> LISTED ENTRIES:
★ ★ ★ ★
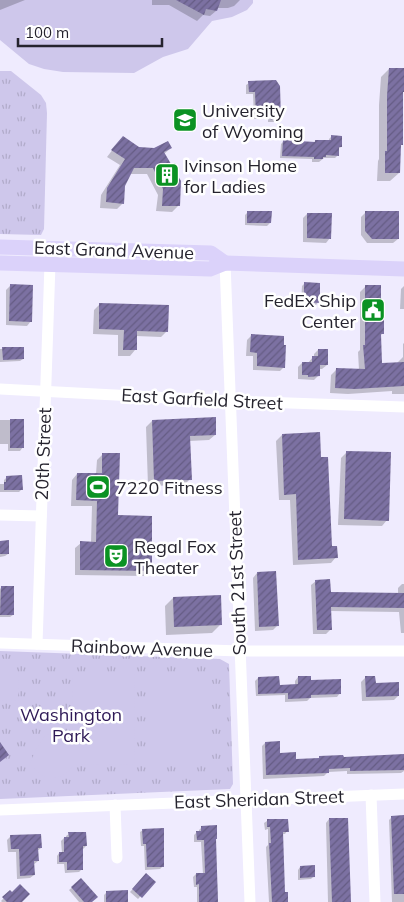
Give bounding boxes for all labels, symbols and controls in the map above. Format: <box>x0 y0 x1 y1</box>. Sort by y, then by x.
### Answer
scale bar <box>18 15 161 47</box>
text: 100 m <box>25 23 69 42</box>
place label: University of Wyoming <box>202 99 304 143</box>
school or university icon: University of Wyoming <box>172 107 198 133</box>
place label: Ivinson Home for Ladies <box>184 154 297 198</box>
building icon: Ivinson Home for Ladies <box>154 162 180 188</box>
street label: East Grand Avenue <box>34 236 194 264</box>
place label: FedEx Ship Center <box>264 289 356 333</box>
public building icon: FedEx Ship Center <box>360 297 386 323</box>
street label: East Garfield Street <box>121 383 283 415</box>
street label: 20th Street <box>30 407 56 501</box>
sports icon: 7220 Fitness <box>85 474 111 500</box>
place label: 7220 Fitness <box>116 476 223 499</box>
street label: South 21st Street <box>223 510 251 656</box>
place label: Regal Fox Theater <box>134 535 217 579</box>
theatre icon: Regal Fox Theater <box>103 543 129 569</box>
street label: Rainbow Avenue <box>71 634 213 662</box>
park label: Washington Park <box>20 703 122 747</box>
street label: East Sheridan Street <box>174 785 344 813</box>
★ ★ ★ ★
> PROBLEM DESCRIPTION: What's needed here is an exact repeat of all the records above, pictures excluded.

> EXPECTED ANSWER:
Give bounding boxes for all labels, symbols and controls in the map above. Format: <box>x0 y0 x1 y1</box>. Sort by y, then by x.
### Answer
scale bar <box>18 15 161 47</box>
text: 100 m <box>25 23 69 42</box>
place label: University of Wyoming <box>202 99 304 143</box>
school or university icon: University of Wyoming <box>172 107 198 133</box>
place label: Ivinson Home for Ladies <box>184 154 297 198</box>
building icon: Ivinson Home for Ladies <box>154 162 180 188</box>
street label: East Grand Avenue <box>34 236 194 264</box>
place label: FedEx Ship Center <box>264 289 356 333</box>
public building icon: FedEx Ship Center <box>360 297 386 323</box>
street label: East Garfield Street <box>121 383 283 415</box>
street label: 20th Street <box>30 407 56 501</box>
sports icon: 7220 Fitness <box>85 474 111 500</box>
place label: 7220 Fitness <box>116 476 223 499</box>
street label: South 21st Street <box>223 510 251 656</box>
place label: Regal Fox Theater <box>134 535 217 579</box>
theatre icon: Regal Fox Theater <box>103 543 129 569</box>
street label: Rainbow Avenue <box>71 634 213 662</box>
park label: Washington Park <box>20 703 122 747</box>
street label: East Sheridan Street <box>174 785 344 813</box>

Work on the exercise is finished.